Esta proposta de lei, que vai para a sanção do Presidente Lula, pavimenta o espaço para a expansão do latifúndio e do agronegócio na Amazônia, bem ao gosto dos ruralistas. Por isto não foi sem sentido a redução aprovada pela Câmara dos Deputados de dez para três anos no tempo em que as terras regularizadas não poderiam ser vendidas e a regularização de áreas para quem já possui outras propriedades e para pessoas jurídicas. Daqui a três anos nada impede que uma mesma pessoa ou empresa adquira novas propriedades, acumulando áreas sem qualquer limite de tamanho. Foi assim que aconteceu com as imensas propriedades que se formaram na Amazônia, algumas com mais de um milhão de hectares, beneficiadas com os projetos da Sudam.

Ironia do destino, Lula , que em 1998 afirmou que “se for eleito, resolverei o problema da reforma agrária, com uma canetada”, ao invés de executar a reforma agrária prometida, acabou com uma canetada propondo a legalização de 67 milhões de hectares de terras griladas na Amazônia, um bioma que no atual momento de crise climática mundial aguda grita por preservação para garantir a sobrevivência do planeta.

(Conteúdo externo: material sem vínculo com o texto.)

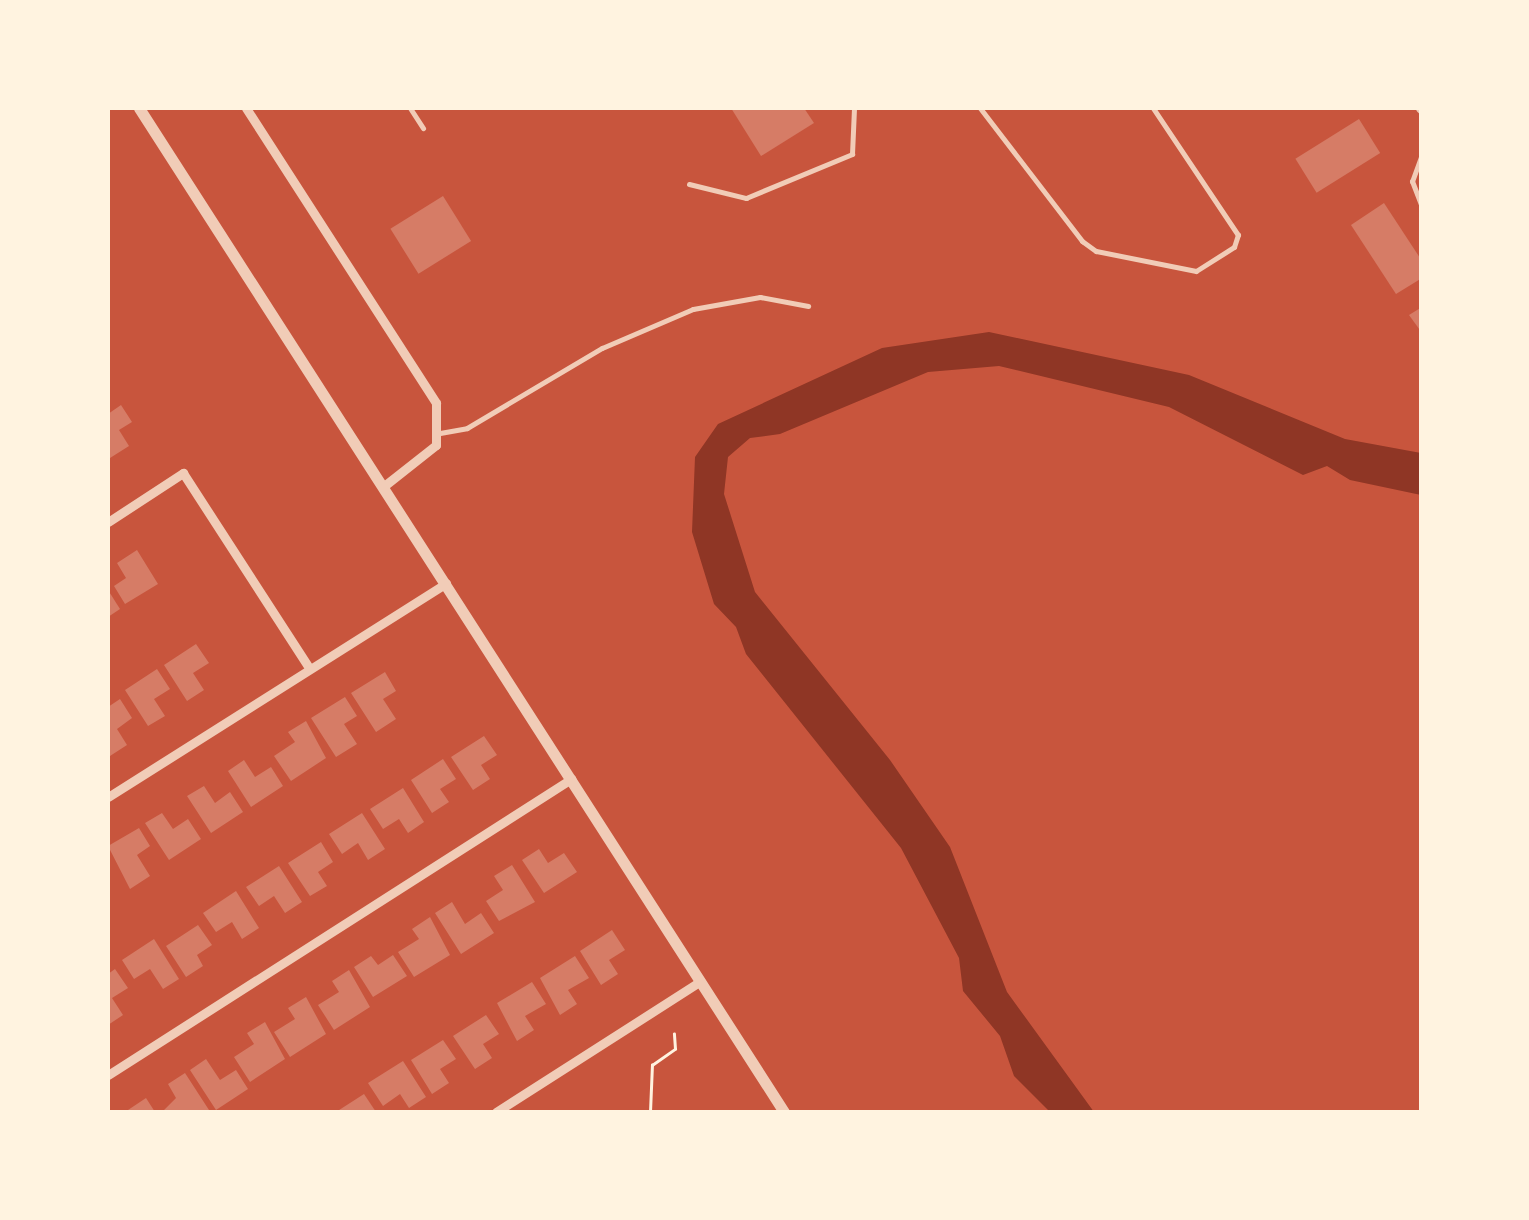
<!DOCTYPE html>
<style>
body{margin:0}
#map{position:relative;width:1529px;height:1220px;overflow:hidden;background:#c8553d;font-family:"PT Sans",sans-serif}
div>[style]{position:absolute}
.water>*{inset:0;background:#8f3625}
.building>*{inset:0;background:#d67c66;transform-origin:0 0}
.path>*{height:2.5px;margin:-1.25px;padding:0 1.25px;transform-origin:1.25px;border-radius:1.25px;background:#fff3e0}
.service>*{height:5px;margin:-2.5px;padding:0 2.5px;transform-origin:2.5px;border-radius:2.5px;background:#f1ccb7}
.minor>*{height:9px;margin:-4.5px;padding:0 4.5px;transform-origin:4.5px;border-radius:4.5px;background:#f1ccb7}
.tertiary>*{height:11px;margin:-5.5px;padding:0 5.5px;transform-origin:5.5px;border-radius:5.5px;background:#f1ccb7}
span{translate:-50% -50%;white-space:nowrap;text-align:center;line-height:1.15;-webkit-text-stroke:8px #fff3e0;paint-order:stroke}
.frame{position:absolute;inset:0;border:110px solid #fff3e0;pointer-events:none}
</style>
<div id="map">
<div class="water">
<i style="clip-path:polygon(989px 332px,1189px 375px,1345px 439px,1421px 453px,1421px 495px,1350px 480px,1327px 466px,1303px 475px,1169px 407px,999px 366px,928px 372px,780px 434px,750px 438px,728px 457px,724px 494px,755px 592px,890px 760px,950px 847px,1007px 992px,1094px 1112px,1050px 1112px,1014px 1076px,1000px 1036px,963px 991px,959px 958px,901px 848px,746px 654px,736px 627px,714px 604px,692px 532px,695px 457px,718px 424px,882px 348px)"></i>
</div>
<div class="building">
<i style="clip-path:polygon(731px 108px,804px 108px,814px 123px,761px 156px)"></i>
<i style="left:1359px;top:119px;width:40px;height:75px;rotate:58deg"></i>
<i style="left:443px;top:196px;width:53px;height:62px;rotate:58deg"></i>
<i style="clip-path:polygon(1384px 203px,1422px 261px,1422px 278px,1396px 294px,1351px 225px)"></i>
<i style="clip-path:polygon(1422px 307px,1422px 333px,1409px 315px)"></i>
<i style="clip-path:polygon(121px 405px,132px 422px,119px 430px,129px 446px,110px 458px,108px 414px)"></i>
<i style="clip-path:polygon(137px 550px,158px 584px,125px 604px,114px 586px,126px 578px,117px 563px)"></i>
<i style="clip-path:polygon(108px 590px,120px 609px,108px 617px)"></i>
<i style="clip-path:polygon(196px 644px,209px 663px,193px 673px,204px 690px,187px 701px,164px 665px)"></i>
<i style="clip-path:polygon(157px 669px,170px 689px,154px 699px,165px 716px,148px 726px,125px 690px)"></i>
<i style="clip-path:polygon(385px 672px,396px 691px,383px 699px,396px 719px,376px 732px,351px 693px)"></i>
<i style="clip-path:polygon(345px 697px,357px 716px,344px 724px,357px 744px,336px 757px,311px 718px)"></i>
<i style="clip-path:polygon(120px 699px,132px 718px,117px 729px,127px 745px,110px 756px,108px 707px)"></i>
<i style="clip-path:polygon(306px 721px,326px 758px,291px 781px,274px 756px,295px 742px,288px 732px)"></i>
<i style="clip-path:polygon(484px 736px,497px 755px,481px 765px,490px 779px,473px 790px,451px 757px)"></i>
<i style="clip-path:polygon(443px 759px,456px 779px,440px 789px,449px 802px,432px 813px,411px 780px)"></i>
<i style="clip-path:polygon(244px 760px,255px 777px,271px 767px,283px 786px,251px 807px,228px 771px)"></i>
<i style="clip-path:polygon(204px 786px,215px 803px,230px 792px,243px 812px,211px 833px,187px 796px)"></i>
<i style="clip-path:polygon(403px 788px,424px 822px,408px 833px,399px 819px,383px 829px,370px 809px)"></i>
<i style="clip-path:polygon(162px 813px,173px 829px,188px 819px,201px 839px,169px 860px,145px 823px)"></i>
<i style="clip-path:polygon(362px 813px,385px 849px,368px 860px,358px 843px,342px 854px,329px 834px)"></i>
<i style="clip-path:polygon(139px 828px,150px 846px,137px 855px,150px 876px,130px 889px,108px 846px)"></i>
<i style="clip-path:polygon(321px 842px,333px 862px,318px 872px,327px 886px,310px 896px,288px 863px)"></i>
<i style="clip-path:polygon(539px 849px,548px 863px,564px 853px,577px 872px,544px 893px,522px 860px)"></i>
<i style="clip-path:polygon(512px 865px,535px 902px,499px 921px,486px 901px,503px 890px,494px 876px)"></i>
<i style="clip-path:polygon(279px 866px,302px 902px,285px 913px,274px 896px,259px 906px,246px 887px)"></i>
<i style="clip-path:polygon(236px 891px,259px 928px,242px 939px,232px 922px,216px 932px,203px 913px)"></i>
<i style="clip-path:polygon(452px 902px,465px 924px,481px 913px,494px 933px,461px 954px,435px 913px)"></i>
<i style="clip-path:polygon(430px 917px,450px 955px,414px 977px,398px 952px,419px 939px,412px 929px)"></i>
<i style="clip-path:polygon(198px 925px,212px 945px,197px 955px,203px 966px,186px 977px,166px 946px)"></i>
<i style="clip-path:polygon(612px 930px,625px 950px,609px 960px,618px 974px,601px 985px,580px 951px)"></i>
<i style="clip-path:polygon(154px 939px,179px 979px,163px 989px,150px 969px,134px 979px,122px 960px)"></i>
<i style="clip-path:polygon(393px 955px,407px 976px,373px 997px,354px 967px,371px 956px,378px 965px)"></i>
<i style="clip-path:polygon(575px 956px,589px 978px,568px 990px,577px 1004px,560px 1015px,540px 978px)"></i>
<i style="clip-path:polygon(115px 969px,128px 988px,112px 998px,123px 1015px,108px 1025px,108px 974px)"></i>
<i style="clip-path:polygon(349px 970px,370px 1007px,334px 1030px,318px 1005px,339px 992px,332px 981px)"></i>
<i style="clip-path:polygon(532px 982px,546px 1004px,525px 1016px,534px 1030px,517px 1041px,497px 1003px)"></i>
<i style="clip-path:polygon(306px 997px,326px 1034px,290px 1057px,274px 1032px,295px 1019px,288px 1008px)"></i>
<i style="clip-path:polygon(486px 1015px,499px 1034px,483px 1044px,492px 1058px,475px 1069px,453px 1036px)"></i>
<i style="clip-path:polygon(265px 1022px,285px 1059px,250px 1082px,234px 1057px,254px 1044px,247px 1033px)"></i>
<i style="clip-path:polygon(443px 1040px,456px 1059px,440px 1069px,449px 1083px,432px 1094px,411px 1060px)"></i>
<i style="clip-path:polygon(206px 1059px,220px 1080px,236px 1070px,248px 1089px,216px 1110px,190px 1070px)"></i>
<i style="clip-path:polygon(403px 1061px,426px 1097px,409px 1108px,400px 1094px,383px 1106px,368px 1083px)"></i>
<i style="clip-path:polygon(185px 1073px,209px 1110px,162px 1112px,176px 1098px,168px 1084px)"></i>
<i style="clip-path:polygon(364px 1094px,376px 1112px,336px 1112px)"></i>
<i style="clip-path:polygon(146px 1098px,155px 1112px,130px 1112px,128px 1110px)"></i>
</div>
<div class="path">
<i style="left:650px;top:1112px;width:47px;rotate:-87.6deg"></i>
<i style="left:652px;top:1065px;width:28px;rotate:-35deg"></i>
<i style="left:675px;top:1049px;width:15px;rotate:-94deg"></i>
</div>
<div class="service">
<i style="left:410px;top:108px;width:24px;rotate:57deg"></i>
<i style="left:980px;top:108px;width:168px;rotate:52.5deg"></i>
<i style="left:1082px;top:241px;width:17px;rotate:36deg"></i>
<i style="left:1096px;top:251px;width:102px;rotate:11.3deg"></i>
<i style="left:1196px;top:271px;width:45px;rotate:-32.3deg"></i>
<i style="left:1234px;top:247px;width:13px;rotate:-72deg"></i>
<i style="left:1238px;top:235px;width:153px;rotate:-123.8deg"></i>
<i style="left:1422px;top:154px;width:29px;rotate:110deg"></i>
<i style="left:1412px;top:181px;width:28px;rotate:69deg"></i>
<i style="left:689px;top:184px;width:59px;rotate:13.8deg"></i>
<i style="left:746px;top:198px;width:115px;rotate:-22.5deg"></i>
<i style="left:852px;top:154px;width:46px;rotate:-87.5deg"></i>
<i style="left:440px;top:433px;width:27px;rotate:-10deg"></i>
<i style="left:467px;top:428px;width:157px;rotate:-30.7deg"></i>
<i style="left:602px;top:348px;width:99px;rotate:-23.2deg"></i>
<i style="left:693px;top:309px;width:68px;rotate:-10.2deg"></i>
<i style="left:760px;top:297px;width:49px;rotate:10.6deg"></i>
</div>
<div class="minor">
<i style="left:246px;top:108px;width:351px;rotate:57.2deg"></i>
<i style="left:436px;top:403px;width:42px;rotate:90deg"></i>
<i style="left:436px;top:445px;width:66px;rotate:141.7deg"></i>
<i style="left:1420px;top:108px;width:3px;rotate:45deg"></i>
<i style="left:108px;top:522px;width:90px;rotate:-33.2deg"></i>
<i style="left:183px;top:473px;width:232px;rotate:57.1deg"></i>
<i style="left:108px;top:797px;width:400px;rotate:-32.3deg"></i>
<i style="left:108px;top:1075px;width:550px;rotate:-32.59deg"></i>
<i style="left:496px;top:1112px;width:243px;rotate:-32.6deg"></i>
</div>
<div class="tertiary">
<i style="left:139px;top:108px;width:1193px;rotate:57.28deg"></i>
</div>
<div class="frame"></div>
</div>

O mesmo presidente que, em entrevista à Revista Caros Amigos, em novembro de 2002 dizia: “Não se justifica num país, por maior que seja, ter alguém com 30 mil alqueires de terra! Dois milhões de hectares de terra! Isso não tem justificativa em lugar nenhum do mundo! Só no Brasil. Porque temos um presidente covarde, que fica na dependência de contemplar uma bancada ruralista a troco de alguns votos” acabou sendo o refém desta bancada, pior ainda, recorreu à senadora Kátia Abreu, baluarte da bancada ruralista, inimiga número um da reforma agrária, para a aprovação da medida no Senado. Já cedera à pressão dos ruralistas aprovando a Lei dos Transgênicos. Não atualizou os índices de produtividade estabelecidos há mais de 30 anos atrás, o que poderia possibilitar o acesso a novas áreas para reforma agrária. Não se empenhou na aprovação da proposta de emenda constitucional PEC 438/01 que expropria as áreas onde se flagre a exploração de trabalho escravo. Além disso, promoveu à condição de “heróis nacionais” os usineiros e definiu como empecilhos ao progresso as comunidades tradicionais, os ambientalistas e seus defensores.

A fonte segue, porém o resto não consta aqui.